Search Unity

  1. Welcome to the Unity Forums! Please take the time to read our Code of Conduct to familiarize yourself with the forum rules and how to post constructively.

General ML-Agents beginner questions

Discussion in 'ML-Agents' started by streeetwalker, May 29, 2020.

  1. streeetwalker


    Jun 4, 2013
    Hey All, I'm just getting started learning ML-Agents and have some questions about general concepts I don't understand yet, so if my language is not right please correct me!:

    1. if an agent is trained and you apply the resulting brain to multiple game objects, do the all behave in exactly the same way or is there some variability in their behavior? That is, does the brain result in completely deterministic behavior? (For example, where the environment is fixed, like when the agent drives around a race track.)

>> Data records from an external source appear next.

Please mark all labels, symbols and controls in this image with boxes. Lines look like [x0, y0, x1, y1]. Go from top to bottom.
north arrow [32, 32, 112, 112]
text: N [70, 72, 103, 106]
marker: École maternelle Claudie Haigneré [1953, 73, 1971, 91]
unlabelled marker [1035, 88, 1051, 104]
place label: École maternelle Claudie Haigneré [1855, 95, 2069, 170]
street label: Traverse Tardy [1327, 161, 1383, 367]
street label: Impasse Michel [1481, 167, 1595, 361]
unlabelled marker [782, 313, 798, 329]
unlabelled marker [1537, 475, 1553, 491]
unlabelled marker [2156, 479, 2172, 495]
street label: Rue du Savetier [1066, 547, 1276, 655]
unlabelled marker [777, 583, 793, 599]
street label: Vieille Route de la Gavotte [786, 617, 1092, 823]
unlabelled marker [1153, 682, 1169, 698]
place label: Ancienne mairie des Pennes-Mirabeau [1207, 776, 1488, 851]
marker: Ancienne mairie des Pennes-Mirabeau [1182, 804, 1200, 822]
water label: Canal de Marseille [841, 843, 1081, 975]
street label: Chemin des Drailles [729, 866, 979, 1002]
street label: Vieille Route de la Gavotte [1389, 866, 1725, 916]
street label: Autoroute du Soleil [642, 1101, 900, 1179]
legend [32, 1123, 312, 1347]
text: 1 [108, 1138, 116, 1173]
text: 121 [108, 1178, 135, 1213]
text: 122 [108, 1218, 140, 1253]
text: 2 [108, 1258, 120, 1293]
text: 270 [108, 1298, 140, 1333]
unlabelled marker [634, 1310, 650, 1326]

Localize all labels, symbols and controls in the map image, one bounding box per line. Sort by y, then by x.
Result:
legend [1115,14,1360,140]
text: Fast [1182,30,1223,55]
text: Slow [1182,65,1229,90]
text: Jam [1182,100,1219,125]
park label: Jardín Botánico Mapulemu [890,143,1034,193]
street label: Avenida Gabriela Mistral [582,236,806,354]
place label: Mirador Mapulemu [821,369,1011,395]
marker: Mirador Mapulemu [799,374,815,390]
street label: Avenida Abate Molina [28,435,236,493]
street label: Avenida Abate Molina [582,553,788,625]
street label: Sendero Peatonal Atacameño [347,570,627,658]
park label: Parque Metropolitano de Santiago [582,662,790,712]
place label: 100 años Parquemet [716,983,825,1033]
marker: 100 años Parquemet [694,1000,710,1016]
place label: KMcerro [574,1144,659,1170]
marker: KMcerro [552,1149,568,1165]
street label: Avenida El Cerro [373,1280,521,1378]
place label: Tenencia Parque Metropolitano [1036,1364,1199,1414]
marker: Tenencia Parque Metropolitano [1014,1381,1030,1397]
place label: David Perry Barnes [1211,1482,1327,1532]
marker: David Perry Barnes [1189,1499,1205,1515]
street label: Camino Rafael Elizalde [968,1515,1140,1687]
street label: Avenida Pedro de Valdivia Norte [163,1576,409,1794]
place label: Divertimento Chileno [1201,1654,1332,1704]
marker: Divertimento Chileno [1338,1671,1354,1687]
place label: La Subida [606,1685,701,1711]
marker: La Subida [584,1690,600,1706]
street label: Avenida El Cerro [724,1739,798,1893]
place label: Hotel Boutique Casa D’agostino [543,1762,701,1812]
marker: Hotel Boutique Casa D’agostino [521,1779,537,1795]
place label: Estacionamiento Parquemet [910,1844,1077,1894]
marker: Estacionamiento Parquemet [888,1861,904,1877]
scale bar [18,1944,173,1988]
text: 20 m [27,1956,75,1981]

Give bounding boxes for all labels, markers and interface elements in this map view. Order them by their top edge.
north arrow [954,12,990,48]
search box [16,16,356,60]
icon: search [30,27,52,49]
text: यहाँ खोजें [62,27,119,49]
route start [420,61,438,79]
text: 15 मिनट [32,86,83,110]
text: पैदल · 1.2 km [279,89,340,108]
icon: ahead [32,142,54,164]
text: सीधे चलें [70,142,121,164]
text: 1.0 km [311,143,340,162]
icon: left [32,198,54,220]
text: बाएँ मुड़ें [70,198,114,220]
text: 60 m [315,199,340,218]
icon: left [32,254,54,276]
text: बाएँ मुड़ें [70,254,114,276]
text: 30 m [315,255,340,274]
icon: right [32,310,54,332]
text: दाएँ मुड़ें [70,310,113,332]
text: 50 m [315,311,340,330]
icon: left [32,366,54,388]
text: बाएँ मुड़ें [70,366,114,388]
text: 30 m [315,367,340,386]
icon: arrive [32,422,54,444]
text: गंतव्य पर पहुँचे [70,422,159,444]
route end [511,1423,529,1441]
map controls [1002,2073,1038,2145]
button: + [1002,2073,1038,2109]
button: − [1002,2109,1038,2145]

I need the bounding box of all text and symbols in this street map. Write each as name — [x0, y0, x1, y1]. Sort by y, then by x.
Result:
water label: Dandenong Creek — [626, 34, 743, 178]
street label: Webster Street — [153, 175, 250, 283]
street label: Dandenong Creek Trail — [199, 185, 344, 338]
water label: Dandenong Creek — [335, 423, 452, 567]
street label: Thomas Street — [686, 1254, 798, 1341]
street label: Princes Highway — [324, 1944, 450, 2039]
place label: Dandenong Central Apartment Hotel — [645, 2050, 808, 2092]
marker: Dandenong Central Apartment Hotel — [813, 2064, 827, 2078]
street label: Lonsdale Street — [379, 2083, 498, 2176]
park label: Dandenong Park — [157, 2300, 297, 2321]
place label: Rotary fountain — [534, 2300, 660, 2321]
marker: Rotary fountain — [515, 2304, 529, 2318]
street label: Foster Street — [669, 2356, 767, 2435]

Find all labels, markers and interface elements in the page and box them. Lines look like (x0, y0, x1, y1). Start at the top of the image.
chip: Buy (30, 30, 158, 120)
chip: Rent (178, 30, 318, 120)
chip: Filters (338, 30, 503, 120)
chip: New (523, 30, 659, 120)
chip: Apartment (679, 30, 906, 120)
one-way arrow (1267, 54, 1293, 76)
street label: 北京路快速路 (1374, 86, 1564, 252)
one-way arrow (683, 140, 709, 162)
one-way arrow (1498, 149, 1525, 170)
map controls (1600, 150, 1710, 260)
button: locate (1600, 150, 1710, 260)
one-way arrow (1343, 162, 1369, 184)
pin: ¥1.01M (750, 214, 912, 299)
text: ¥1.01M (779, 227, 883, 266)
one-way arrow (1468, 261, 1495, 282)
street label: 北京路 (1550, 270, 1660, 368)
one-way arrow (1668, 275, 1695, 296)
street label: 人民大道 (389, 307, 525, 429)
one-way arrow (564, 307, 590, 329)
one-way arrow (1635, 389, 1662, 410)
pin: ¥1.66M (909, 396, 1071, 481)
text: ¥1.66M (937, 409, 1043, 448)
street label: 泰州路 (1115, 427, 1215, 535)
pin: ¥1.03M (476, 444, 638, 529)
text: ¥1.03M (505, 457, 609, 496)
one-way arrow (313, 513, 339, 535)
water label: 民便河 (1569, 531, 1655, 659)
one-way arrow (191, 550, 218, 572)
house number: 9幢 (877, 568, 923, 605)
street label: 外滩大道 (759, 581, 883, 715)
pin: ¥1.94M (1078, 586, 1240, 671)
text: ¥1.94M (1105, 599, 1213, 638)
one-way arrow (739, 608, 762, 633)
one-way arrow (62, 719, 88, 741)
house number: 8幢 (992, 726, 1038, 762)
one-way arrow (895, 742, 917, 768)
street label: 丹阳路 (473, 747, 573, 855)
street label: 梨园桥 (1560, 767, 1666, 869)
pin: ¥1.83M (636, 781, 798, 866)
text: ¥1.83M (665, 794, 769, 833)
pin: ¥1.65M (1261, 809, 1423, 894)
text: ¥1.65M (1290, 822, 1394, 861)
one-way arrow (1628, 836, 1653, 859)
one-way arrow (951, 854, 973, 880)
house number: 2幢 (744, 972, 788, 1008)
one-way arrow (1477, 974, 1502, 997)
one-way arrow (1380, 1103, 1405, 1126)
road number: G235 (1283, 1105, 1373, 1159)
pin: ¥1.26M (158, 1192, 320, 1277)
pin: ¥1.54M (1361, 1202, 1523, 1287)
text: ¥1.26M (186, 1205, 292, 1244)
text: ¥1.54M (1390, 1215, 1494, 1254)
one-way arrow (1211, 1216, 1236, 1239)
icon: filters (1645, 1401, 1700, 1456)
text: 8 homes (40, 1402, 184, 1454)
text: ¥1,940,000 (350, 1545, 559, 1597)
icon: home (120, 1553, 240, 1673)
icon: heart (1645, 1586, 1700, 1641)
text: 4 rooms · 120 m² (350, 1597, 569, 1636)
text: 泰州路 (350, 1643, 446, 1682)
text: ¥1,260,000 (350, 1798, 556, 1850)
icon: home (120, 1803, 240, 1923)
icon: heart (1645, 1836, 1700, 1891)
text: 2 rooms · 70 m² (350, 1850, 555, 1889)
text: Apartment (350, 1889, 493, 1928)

    2. How do you organize behaviors that need separate brains? From other answers I have read, I understand (correct me if I am wrong) that if, for example, I want a game NPC to be able to operate a vehicle which has a machine gun on it and a rocket launcher I will need to train it separately for all the vehicle features.

    The NPC will need to operate the vehicle (accelerate, turn to some target), operate a gun (reload, aim, fire, to some other target), and operate a rocket l launcher (reload, aim, fire, and so on). Therefore I will need to train the NPC by creating an agent script for each behavior resulting in multiple brains that the "in game" NPC will use.

    So, is that 3 agents scripts - one each for driving, operating a gun, and operating a rocket launcher - or more or less, or what? For example, the gun and rocket launcher can be done in one agent? Or, on the other extreme, do I need a separate agent for reloading, and one for aiming, and one for firing? How do you decide?

    What coordinates the multiple brains together - or they all operate independently? What if for example, the rocket launcher on the vehicle has the stipulation that the vehicle must stop to be able to operate - doesn't that require that the "driving brain" coordinate with the "rocket launcher brain" in some way?

    2.a (I think related) can you turn the brain off at any time if for example, you need to take over control of the NPC by other means - maybe even another brain -, and then simply turn it back on? For example, suppose I want my NPC to jump out of a vehicle to start running - I switch brains on and off?

    3. I need a pointer to how to do guided ("modeled" ?) training - where I help the learning by modeling - operating the NPC ML-Agent. Is that simply by setting it in Heuristic mode while doing the training, or what - I'm just looking for some resource(s) to get pointed in the right direction for this.

    4. Am I anywhere near thinking about these concepts correctly?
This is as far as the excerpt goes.